Matteo Renzi perde 10 punti nella classifica dei leader politici, e anche il Pd, nelle stime di voto, scivola dal 41% al 36,3%. E’ quanto emerge dal sondaggio Atlante Politico realizzato da Demos & Pi per La Repubblica (qui i dati) che confronta i numeri emersi dalle urne delle Europee con le stime di voto di novembre 2014. A crescere sensibilmente è invece la fiducia in Matteo Salvini (30%) seguito da Maurizio Landini (28%) e Giorgia Meloni (11,5%).

Il calo per il Partito democratico si consuma in un mese solo. L’ultima rilevazione era stata effettuata prima dello sciopero della Cgil, in cui il sindacato guidato da Susanna Camusso era sceso in piazza a Roma per protestare contro il Jobs Act e ribadire le tutele da estendere a tutti i lavoratori, articolo 18 incluso. “Il calo di popolarità del premier e del governo, però, – scrive Ilvo Diamanti su Repubblica – appare particolarmente significativo perché, a differenza di quanto si era osservato settembre, stavolta si riflette anche sul piano elettorale. Il Pd, infatti, nelle stime di voto, scivola dal 41% al 36,3%. Sempre molto, visto che, alle politiche, aveva raggiunto, al massimo, il 33%, nel 2008. E nel 2013 si era fermato al 25%”. Si tratta, comunque, di quasi 5 punti in meno rispetto a un mese fa. Ma quali sono le ragioni del calo di fiducia degli elettori? Secondo il sondaggio, se in passato i democratici avevano agito come un “partito pigliatutto” in grado di attirare consenso tra fasce di elettorato fra loro eterogenee (da sinistra al centro, raccogliendo anche voti a destra), “oggi una quota importante di quanti avevano votato Pd alle europee (quasi 2 su 10) appare in stand-by. Non esprime alcuna scelta. In attesa. Di quel che avverrà”.

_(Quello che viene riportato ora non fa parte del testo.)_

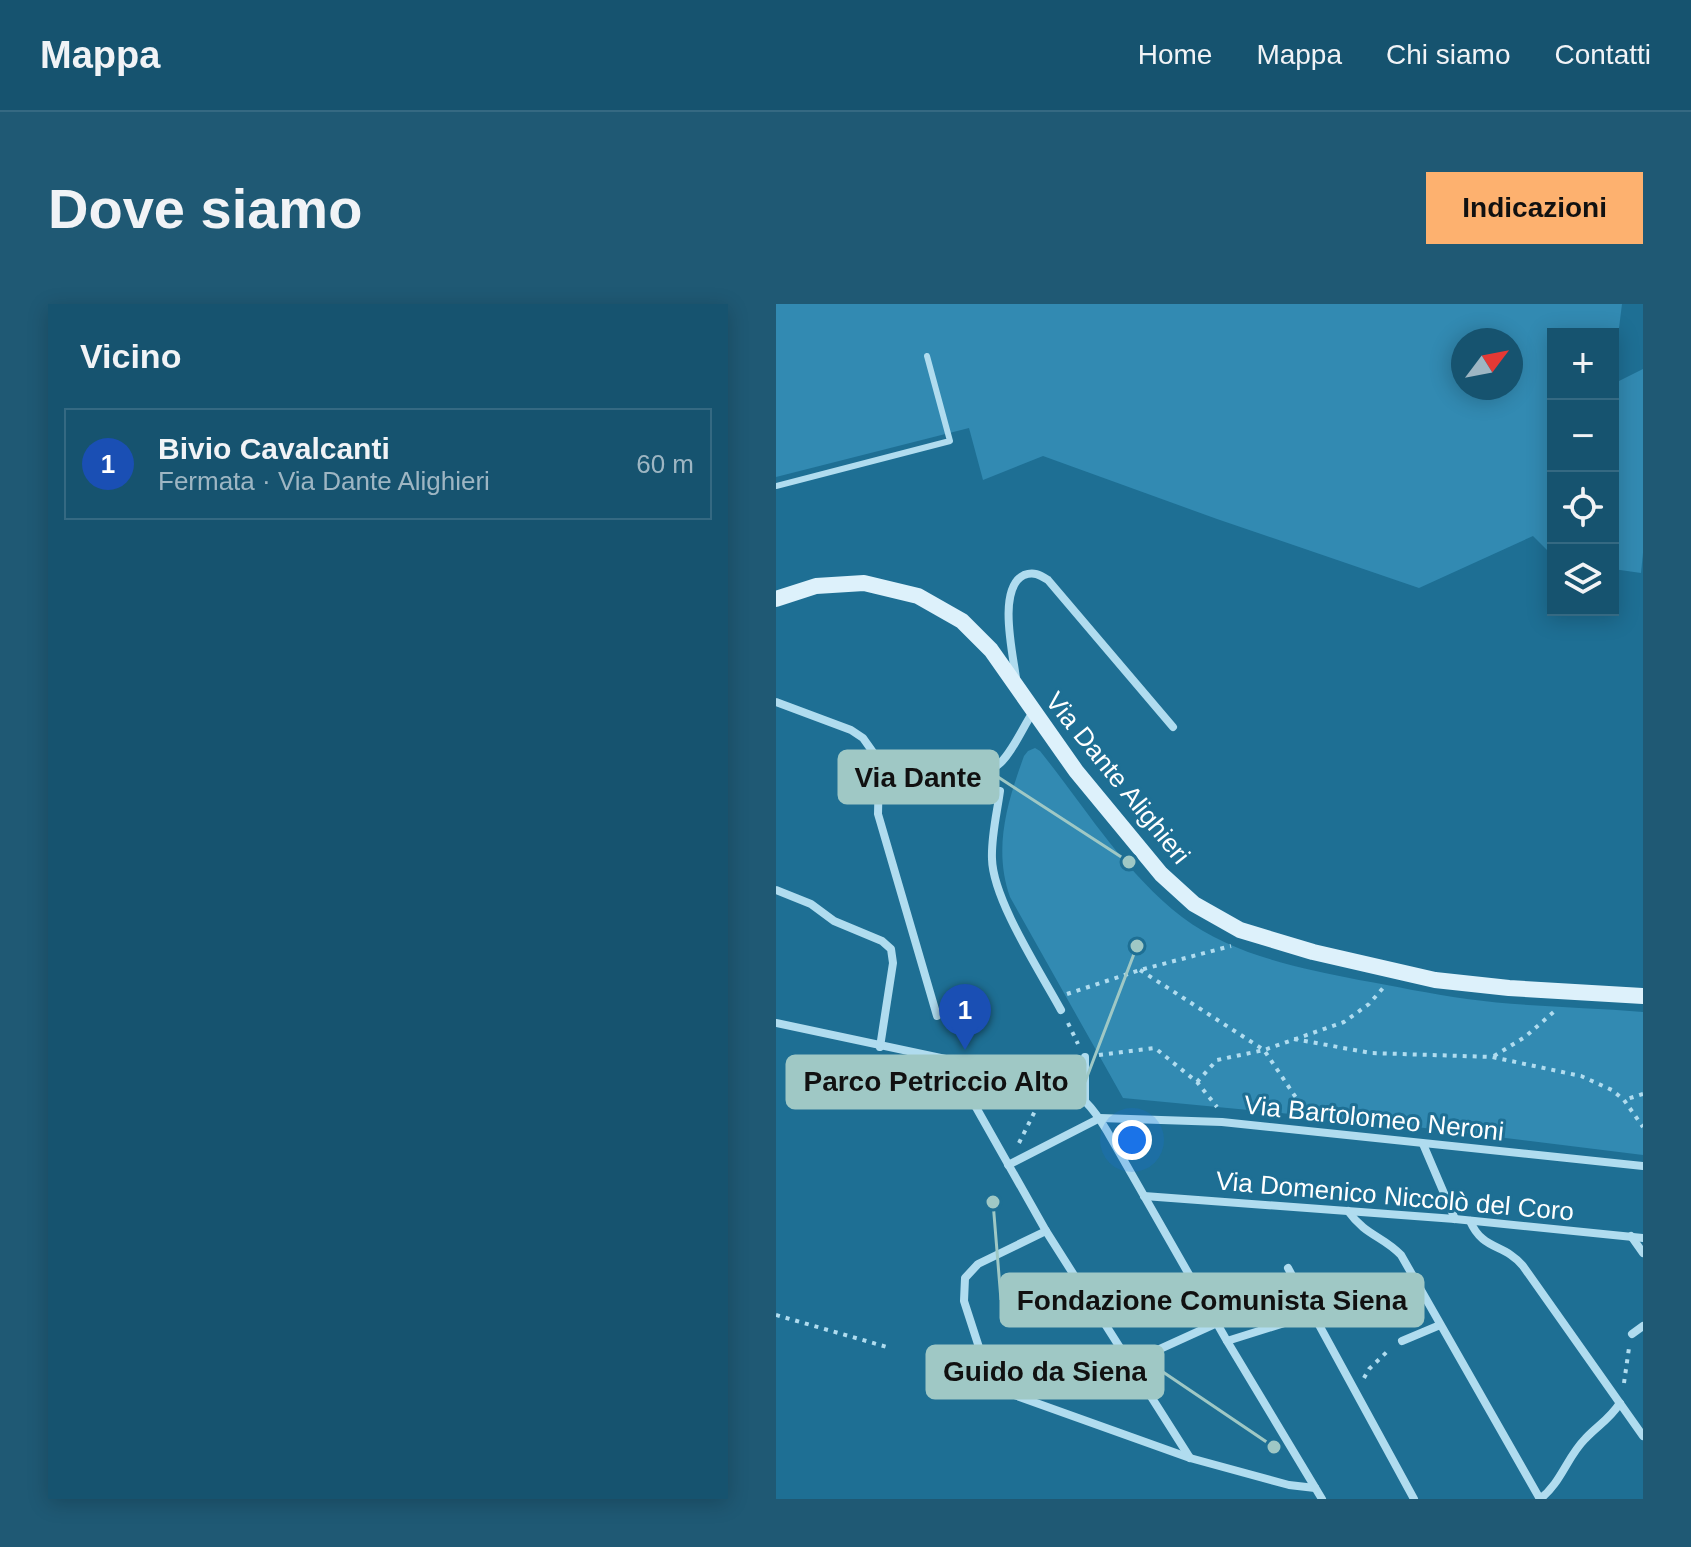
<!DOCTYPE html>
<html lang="it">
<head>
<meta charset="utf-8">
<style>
  :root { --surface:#16536f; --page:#1f5974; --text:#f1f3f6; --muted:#9eb6c3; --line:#356982; --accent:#fdb16f }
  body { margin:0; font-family:Helvetica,sans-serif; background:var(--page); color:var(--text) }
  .controls { position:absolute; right:24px; top:24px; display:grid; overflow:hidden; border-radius:0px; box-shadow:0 4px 20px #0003 }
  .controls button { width:72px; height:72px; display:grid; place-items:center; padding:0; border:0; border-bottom:2px solid var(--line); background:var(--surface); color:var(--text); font:40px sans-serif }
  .compass { position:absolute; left:675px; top:24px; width:72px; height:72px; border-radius:50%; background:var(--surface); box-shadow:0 4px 20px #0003; rotate:58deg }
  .you { position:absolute; left:356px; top:836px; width:28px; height:28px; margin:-20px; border:6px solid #fff; border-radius:50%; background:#1a73e8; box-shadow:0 0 0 12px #1a73e833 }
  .badge { display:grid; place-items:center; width:52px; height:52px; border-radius:50%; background:var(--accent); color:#fff; font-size:26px; font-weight:700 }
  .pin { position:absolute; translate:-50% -66px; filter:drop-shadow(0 2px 4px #0008) }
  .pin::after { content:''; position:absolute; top:42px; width:28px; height:24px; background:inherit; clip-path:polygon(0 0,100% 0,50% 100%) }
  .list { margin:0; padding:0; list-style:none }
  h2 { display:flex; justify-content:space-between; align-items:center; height:104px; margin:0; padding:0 32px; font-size:34px }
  h2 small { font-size:26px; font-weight:400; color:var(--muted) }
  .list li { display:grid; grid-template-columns:52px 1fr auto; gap:24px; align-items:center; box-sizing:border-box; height:112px; margin:0 16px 16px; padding:0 16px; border:2px solid var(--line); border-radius:0px }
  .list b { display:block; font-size:30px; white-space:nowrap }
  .list p { margin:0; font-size:26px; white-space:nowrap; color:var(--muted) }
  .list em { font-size:26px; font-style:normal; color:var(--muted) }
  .icon { flex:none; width:44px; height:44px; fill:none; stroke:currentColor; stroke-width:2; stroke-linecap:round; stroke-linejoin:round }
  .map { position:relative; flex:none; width:867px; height:1195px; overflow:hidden; border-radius:0px }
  header { display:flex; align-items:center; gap:48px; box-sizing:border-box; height:112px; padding:0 40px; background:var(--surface); border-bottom:2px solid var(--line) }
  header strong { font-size:38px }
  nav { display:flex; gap:44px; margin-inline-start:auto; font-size:28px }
  .intro { display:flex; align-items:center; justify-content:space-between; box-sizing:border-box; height:192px; padding:0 48px }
  h1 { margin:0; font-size:56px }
  .button { padding:20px 36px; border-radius:0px; background:var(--accent); color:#111; font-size:28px; font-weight:700 }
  main { display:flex; gap:48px; padding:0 48px }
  aside { flex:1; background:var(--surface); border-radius:0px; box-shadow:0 4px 20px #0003 }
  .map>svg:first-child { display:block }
  .green { fill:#328ab2; fill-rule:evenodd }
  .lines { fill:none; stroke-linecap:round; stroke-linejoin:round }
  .path { stroke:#b0dcef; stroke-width:4; stroke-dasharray:4 6; stroke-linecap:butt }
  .lane { stroke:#b0dcef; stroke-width:6 }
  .street { stroke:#b0dcef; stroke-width:8 }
  .secondary { stroke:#ddf1fb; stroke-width:16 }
  .labels { text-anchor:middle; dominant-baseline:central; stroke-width:6; stroke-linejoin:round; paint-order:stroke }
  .street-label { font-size:26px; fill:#fff; stroke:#1e6f94 }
  .leader { fill:none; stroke:#9fc8c5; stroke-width:3 }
  .callout-dot { fill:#9fc8c5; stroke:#1e6f94; stroke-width:3 }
  .callout { fill:#9fc8c5; stroke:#9fc8c5; stroke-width:3 }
  .callout-label { font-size:28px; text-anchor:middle; font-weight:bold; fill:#111 }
</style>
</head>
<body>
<header>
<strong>Mappa</strong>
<nav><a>Home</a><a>Mappa</a><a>Chi siamo</a><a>Contatti</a></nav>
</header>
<div class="intro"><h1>Dove siamo</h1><a class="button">Indicazioni</a></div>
<main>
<aside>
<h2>Vicino<small></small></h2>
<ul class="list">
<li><span class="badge" style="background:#1a4fb4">1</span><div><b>Bivio Cavalcanti</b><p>Fermata · Via Dante Alighieri</p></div><em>60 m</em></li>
</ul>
</aside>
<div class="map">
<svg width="867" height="1195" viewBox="0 0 867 1195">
  <rect width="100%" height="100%" fill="#1e6f94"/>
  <!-- green -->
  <g class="green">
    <path d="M0,0H846L837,72V30H777V252L757,232L643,284L441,215L267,152L207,176L193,124L0,173ZM687,36H735V84H687Z"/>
    <polygon points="867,65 867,249 865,269 837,265 837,80"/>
    <path d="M259,444L264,447C309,503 348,568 406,613C456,651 523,664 583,676C618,682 654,690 691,695C749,703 808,703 867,708V851L608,819L347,794L234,593C217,545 231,499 248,452L252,447Z"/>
  </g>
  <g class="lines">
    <!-- path -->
    <g class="path">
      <polyline points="364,666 488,746 533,813"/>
      <polyline points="291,690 364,666 455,642"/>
      <polyline points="292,719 302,740"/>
      <polyline points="518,735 595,749 716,753 805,772 836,786 848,796"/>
      <polyline points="323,751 379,744 421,778 441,803"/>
      <polyline points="718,752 749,733 781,705"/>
      <polyline points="421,778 441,756 488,746 568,718 593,700 607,684"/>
      <polyline points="867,790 848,796 867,823"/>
      <polyline points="243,839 267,791"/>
      <polyline points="0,1011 111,1043"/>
      <polyline points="588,1074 593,1065 614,1045"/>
      <polyline points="848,1079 853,1044"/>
    </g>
    <!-- lane -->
    <polyline class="lane" points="0,182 174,137 151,52"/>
    <!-- street -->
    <g class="street">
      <path d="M240,374C237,350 221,284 248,271C258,267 264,271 272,276L397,423"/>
      <polyline points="0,398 75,426 87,434 99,451 103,465 102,510 161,712"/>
      <path d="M103,465C130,466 202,477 222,461C235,451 247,423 257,408"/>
      <path d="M224,487C221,509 215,533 216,555C217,596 265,669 285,706"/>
      <polyline points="0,586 35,600 58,617 106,637 115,645 117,659 104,743"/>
      <path d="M0,719L278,778C303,786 318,805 331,827L451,1037L546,1195"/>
      <polyline points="309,753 309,796"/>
      <polyline points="197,798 270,927 414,1154"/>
      <polyline points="647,840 679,915"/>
      <polyline points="232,861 324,814 446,818 867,862"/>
      <polyline points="368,892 679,915 867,934"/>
      <path d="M572,907C590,932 607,932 625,951L764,1195"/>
      <path d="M694,917C707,947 728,939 747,962L867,1132"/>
      <polyline points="270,927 202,960 189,974 188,997 211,1068 218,1080 227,1087 414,1154 513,1181 539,1184"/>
      <polyline points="855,932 867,949"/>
      <polyline points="512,964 638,1195"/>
      <polyline points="856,1030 867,1022"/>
      <polyline points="451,1037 537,1010"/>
      <polyline points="626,1037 664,1021"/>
      <polyline points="353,1059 441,1019"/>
      <path d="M764,1195C785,1179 791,1153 809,1135C822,1121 833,1116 844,1099"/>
    </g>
    <!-- secondary -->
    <polyline class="secondary" points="0,295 40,282 88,279 142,292 186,317 215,346 300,467 385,570 418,600 464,626 537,648 659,676 733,684 867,692"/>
  </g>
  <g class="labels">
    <!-- street labels -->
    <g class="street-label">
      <text transform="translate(342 474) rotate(51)">Via Dante Alighieri</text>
      <text transform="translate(598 814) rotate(6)">Via Bartolomeo Neroni</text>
      <text transform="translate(619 892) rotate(5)">Via Domenico Niccolò del Coro</text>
    </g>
  </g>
  <!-- callouts -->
  <path class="leader" d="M353 558L222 473M361 642L309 778M217 898L225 996M498 1143L387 1068"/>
  <g class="callout-dot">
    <circle cx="353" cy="558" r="8"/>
    <circle cx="361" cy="642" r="8"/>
    <circle cx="217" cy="898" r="8"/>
    <circle cx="498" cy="1143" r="8"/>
  </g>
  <g class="callout">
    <rect x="63" y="447" width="159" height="52" rx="8"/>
    <rect x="11" y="752" width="298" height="52" rx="8"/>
    <rect x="225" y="970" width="422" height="52" rx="8"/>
    <rect x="151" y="1042" width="236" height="52" rx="8"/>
  </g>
  <g class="callout-label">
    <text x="142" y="483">Via Dante</text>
    <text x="160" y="787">Parco Petriccio Alto</text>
    <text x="436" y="1006">Fondazione Comunista Siena</text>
    <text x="269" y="1077">Guido da Siena</text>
  </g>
</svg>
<div class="controls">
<button>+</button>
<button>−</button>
<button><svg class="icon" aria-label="locate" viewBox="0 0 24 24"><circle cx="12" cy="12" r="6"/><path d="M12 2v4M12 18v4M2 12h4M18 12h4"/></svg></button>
<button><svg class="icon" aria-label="layers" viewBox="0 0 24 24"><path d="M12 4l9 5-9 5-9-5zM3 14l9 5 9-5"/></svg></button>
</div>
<svg class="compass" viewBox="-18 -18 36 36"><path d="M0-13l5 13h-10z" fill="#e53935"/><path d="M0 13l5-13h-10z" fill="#9eb6c3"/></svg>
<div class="you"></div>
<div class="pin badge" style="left:189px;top:746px;background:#1a4fb4">1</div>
</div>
</main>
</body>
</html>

Le ragioni del calo sono da ricercare anche nella ricomparsa all’orizzonte della crisi economica, portata “alla ribalta” dalla manifestazione della Cgil che ha contribuito significativamente a spezzare il consenso nei confronti del presidente del Consiglio. Dal suo insediamento a Palazzo Chigi, inoltre, il premier ha puntato sulla velocità della sua tabella di marcia, tra riforme, comunicazione social e promesse di cambiamento. “Oggi, però, – sottolinea ancora Diamanti –  questo esercizio di stile fatica a funzionare come prima. Non tanto per colpa del sindacato e della Cgil”. In sostanza, “l’esercizio di stile” di Renzi, che intende complicare anche la verifica delle promesse “difficili da realizzare”, non si è rivelato tanto efficace come in passato. Ed è “come se la delusione avesse oscurato le qualità taumaturgiche attribuite al premier”.

Dal corteo del sindacato – che paradossalmente “ha perfino peggiorato la propria immagine, dopo la manifestazione del 25 ottobre” – l’attenzione è tornata sulla crisi economica “che si fa sempre più pesante. Accentua le disuguaglianze sociali”. E “così – continua Diamanti – la fiducia nel governo cala al 30% fra quanti pensano che, nel prossimo anno, il reddito della loro famiglia e il livello della disoccupazione sono destinati a peggiorare. Ma si riduce ancor di più (27%) tra coloro che scommettono su un ulteriore deterioramento dell’economia italiana”. Il risultato è che si indebolisce il consenso nei confronti di Renzi e si contrae anche quello verso il partito.

Nel panorama di calo del consenso per la sinistra democratica, però, si fanno spazio Matteo Salvini e la Lega, “che si avvicina all’11%” e che oggi rappresenta la vera “Destra Nazionale”. E “la ‘popolarità’ di Salvini appare elevata anche nel Mezzogiorno (intorno al 30%)”. Per quanto riguarda le altre formazioni politiche, “risalgono, invece, anche se di poco, Forza Italia, Sel, insieme alle formazioni della sinistra critica e i Centristi, mentre il M5S è stabile, intorno al 20%”.